A sociedade colombiana está em estado de alerta. Não está claro se é devido a um trauma herdado de conflitos armados, que teve o seu auge nos anos 1990, ou porque a guerra ainda continua de alguma forma, ou porque a criminalidade tomou conta da sensação de segurança da sociedade. Ou se é um pouco de todas essas coisas.

De qualquer forma, as medidas de segurança que podem ser inusitadas em outros países da América do Sul, também assolados pela criminalidade, não se limitam aos cães de guarda. Na Colômbia, é comum ser inspecionado pelos cachorros ao entrar a pé em um shopping ou mesmo pela polícia.

Também é comum ver soldados armados com fuzis patrulhando ruas e rodovias. E a indústria da segurança privada, que inclui escoltas, guardas e sistemas de monitoramento, é maior do que a polícia.

Hoje a Colômbia não é muito mais violenta do que outros países da região.
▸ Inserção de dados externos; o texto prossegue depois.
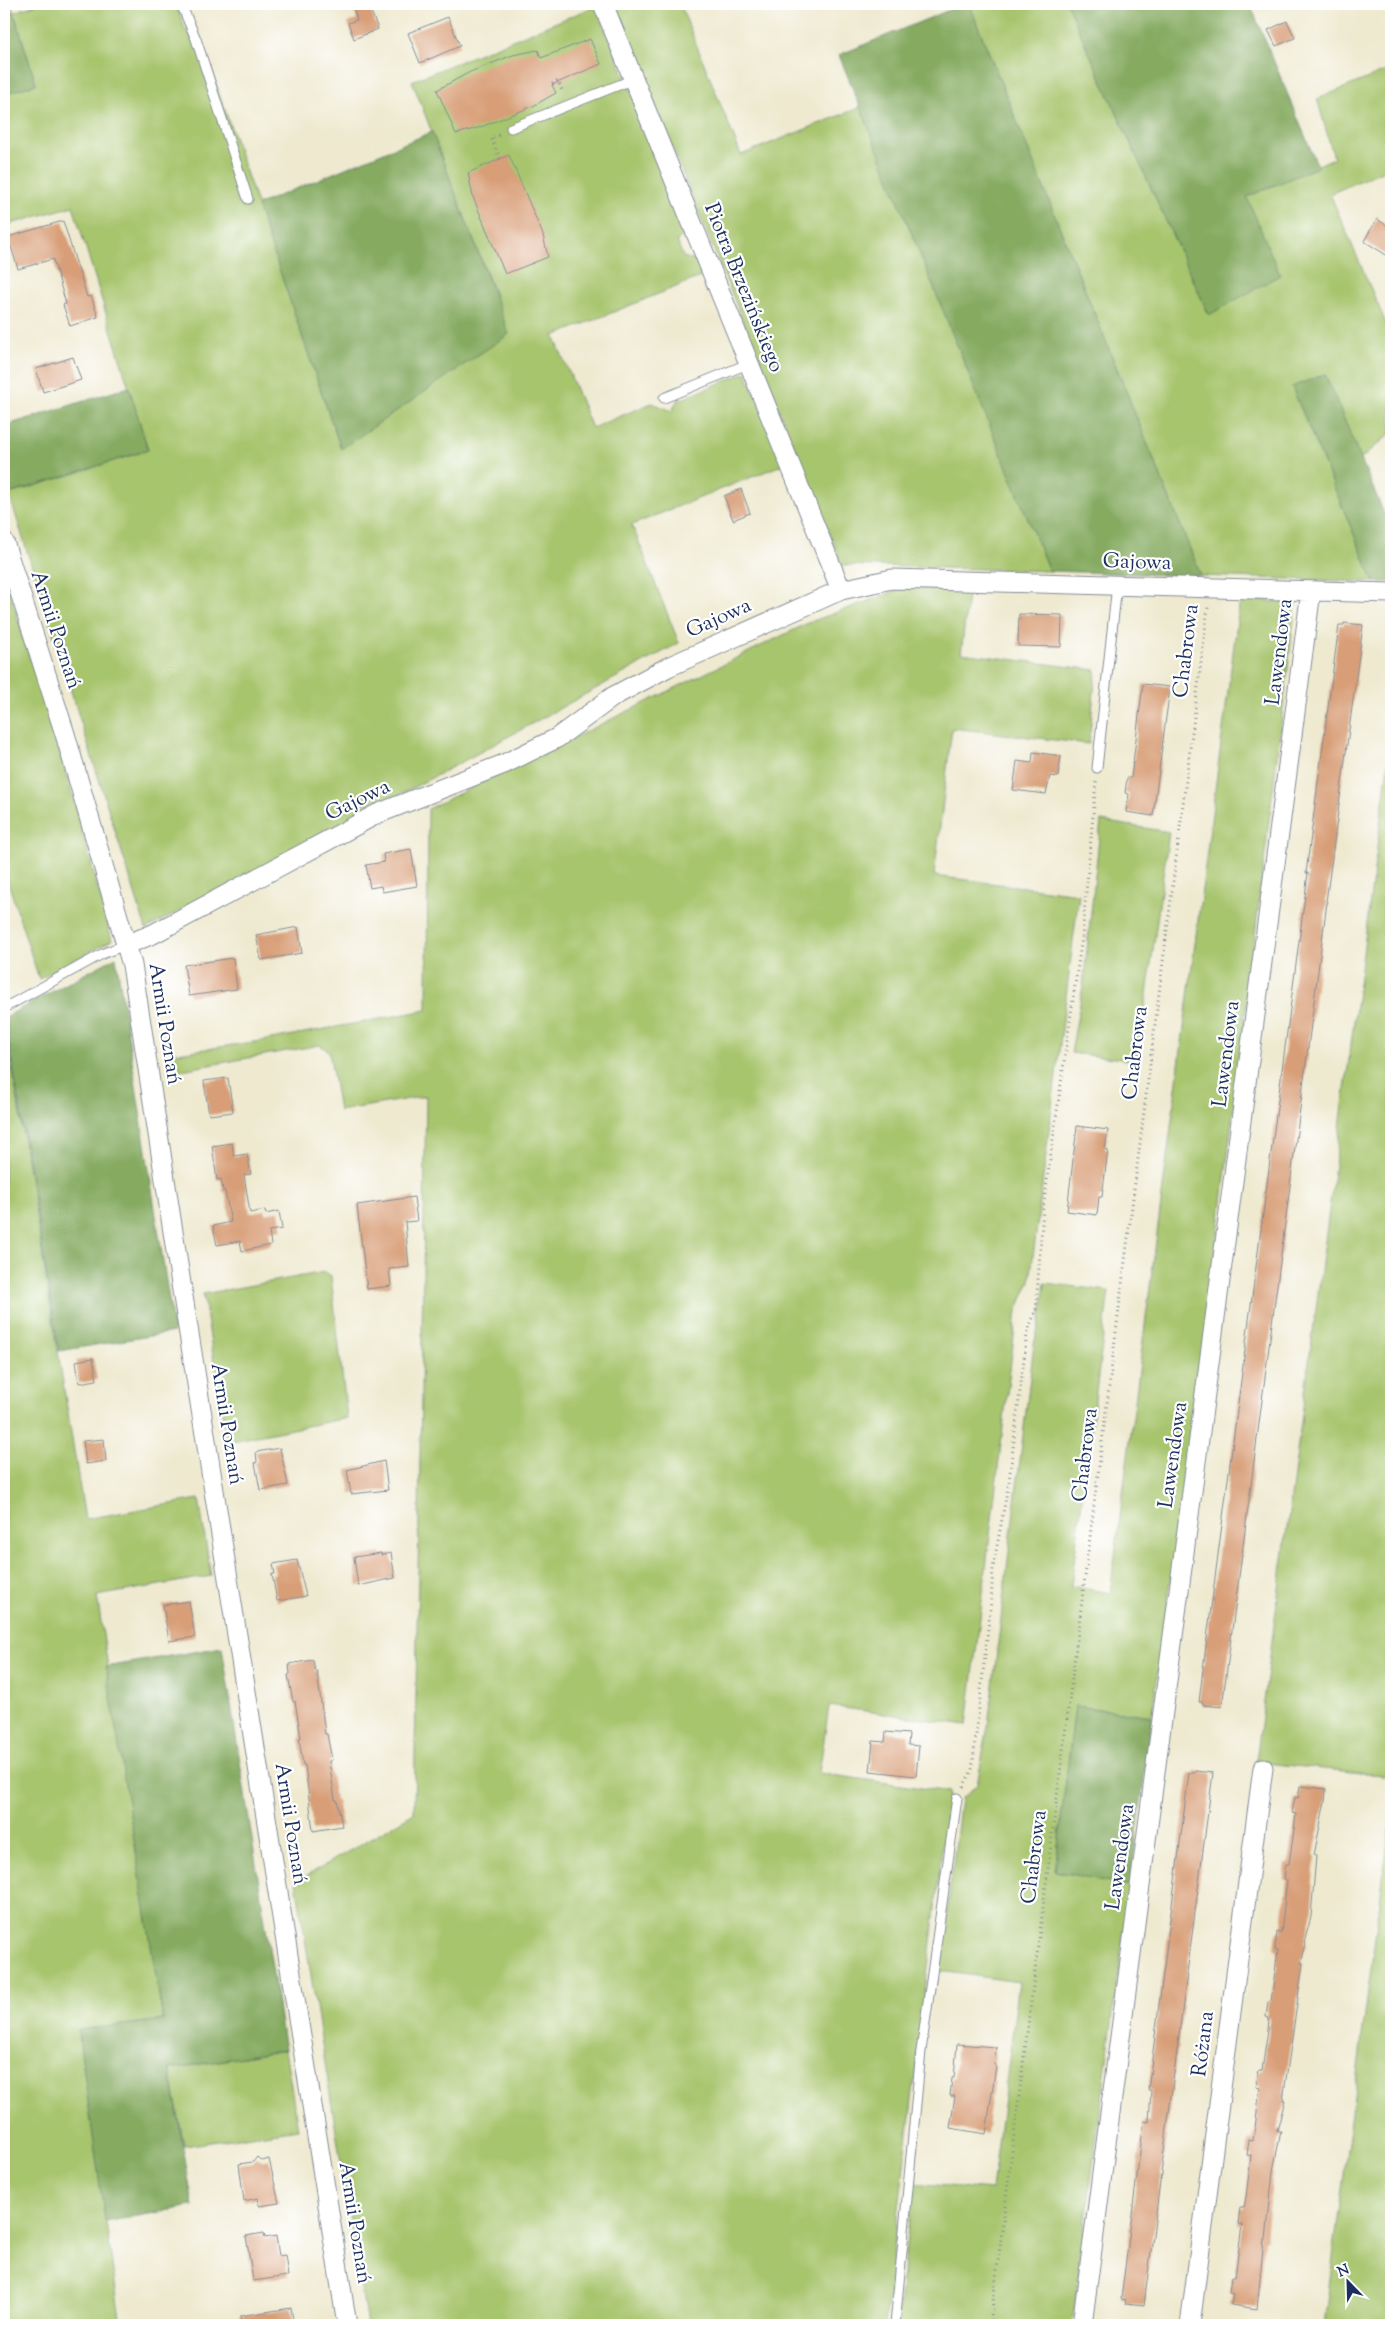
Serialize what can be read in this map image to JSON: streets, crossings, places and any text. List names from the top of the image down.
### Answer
{
  "streets": {
    "street": [
      "Piotra Brzezińskiego",
      "Gajowa",
      "Armii Poznań",
      "Lawendowa",
      "Różana"
    ],
    "path": ["Chabrowa"]
  },
  "crossings": [
    ["Piotra Brzezińskiego", "Gajowa"],
    ["Gajowa", "Armii Poznań"],
    ["Gajowa", "Chabrowa"],
    ["Gajowa", "Lawendowa"]
  ],
  "north": "top left"
}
Embora os homicídios tenham aumentado no ano passado, o número de 26 mortes violentas por 100 mil habitantes – o principal critério utilizado para medir a violência – não é superior ao do Equador ou do México, e é inferior ao da Venezuela e de Honduras. No Brasil, essa taxa foi de 23,4 por grupo de 100 mil habitantes no ano passado.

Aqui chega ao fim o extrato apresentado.